Studies in the past have also indicated that the interannual variability of the Amazonian precipitation could be because of the variabilities in the South American monsoon and the El Nino/Southern Oscillation (ENSO). However, not much is known about the trend of the wet season tropical Amazonian precipitation during the recent times. Has the Amazonian rainfall in wet season varied in the past decades?
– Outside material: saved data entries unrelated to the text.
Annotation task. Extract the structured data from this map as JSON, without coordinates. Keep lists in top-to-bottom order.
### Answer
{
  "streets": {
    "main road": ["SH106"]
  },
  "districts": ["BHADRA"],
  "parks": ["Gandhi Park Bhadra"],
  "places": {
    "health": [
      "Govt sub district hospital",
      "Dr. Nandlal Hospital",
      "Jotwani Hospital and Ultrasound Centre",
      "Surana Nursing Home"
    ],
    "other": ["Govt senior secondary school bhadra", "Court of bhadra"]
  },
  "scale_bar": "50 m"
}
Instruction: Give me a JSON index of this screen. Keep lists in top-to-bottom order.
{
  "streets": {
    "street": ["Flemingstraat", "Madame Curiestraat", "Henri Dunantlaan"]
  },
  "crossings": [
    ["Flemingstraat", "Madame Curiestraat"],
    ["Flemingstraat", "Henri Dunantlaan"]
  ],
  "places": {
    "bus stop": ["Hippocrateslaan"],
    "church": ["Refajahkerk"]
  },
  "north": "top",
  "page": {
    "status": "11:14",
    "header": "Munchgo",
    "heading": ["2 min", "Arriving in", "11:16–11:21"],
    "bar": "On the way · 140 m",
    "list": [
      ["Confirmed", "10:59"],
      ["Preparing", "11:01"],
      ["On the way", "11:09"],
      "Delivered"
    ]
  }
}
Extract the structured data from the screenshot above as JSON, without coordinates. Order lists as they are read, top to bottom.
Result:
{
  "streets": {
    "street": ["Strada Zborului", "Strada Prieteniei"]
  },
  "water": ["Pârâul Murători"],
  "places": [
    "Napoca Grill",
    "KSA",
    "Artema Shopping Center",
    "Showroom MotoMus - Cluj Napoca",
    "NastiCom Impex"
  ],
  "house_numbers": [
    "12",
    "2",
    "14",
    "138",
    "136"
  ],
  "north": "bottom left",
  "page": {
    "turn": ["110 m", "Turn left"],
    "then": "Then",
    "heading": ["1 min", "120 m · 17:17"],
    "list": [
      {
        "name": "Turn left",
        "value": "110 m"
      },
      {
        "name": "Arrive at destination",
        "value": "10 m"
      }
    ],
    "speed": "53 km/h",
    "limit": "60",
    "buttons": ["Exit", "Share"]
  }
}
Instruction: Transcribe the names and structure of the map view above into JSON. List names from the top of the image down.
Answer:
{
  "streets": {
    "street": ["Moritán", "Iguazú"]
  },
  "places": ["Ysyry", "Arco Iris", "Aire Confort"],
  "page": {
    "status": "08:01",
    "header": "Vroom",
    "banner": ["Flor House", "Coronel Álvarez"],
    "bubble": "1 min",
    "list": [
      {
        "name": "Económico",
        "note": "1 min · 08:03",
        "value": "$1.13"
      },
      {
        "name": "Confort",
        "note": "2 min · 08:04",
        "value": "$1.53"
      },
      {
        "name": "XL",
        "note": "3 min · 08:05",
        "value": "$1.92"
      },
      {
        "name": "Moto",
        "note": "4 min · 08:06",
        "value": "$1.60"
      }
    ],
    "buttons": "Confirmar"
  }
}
The study was published recently in the journal Environmental Research Letters. Professor Zhu Jiang, LI Xichen and their Ph.D. student Wang Xinyue from the Institute of Atmospheric Physics, Chinese Academy of Sciences and Professor Clemente A. S. Tanajura from the Institute of Physics, Federal University of Bahia have shown that Amazonian precipitation in wet season has largely increased during the past three decades i.e., from 1979 to 2015. The research team used the atmospheric general circulation model to find out in depth what caused enhanced rainfall.
The results, based on model simulation indicate that the tropical sea surface temperature (SST) variability may control the precipitation, particularly in the Atlantic and Pacific. In the past three decades, the Atlantic has experienced the positive phase of the Atlantic Multileader Oscillation, which is characterized by a strong warm anomaly over the North and tropical Atlantic; while the Pacific showed signs of the negative phase of the Pacific Decadal Oscillation, which is marked by a cooling anomaly over the tropical east Pacific.
“The SST changes over both the Atlantic and the Pacific contribute to the precipitation increase over the Amazonian basin, through atmospheric teleconnections. And we find the Atlantic SST forcing plays a comparatively more important role (than the Pacific SST)”, said ZHU, also the corresponding author of the study. These results give new perspectives for examining the long-term changes of the wet-season Amazonian precipitation.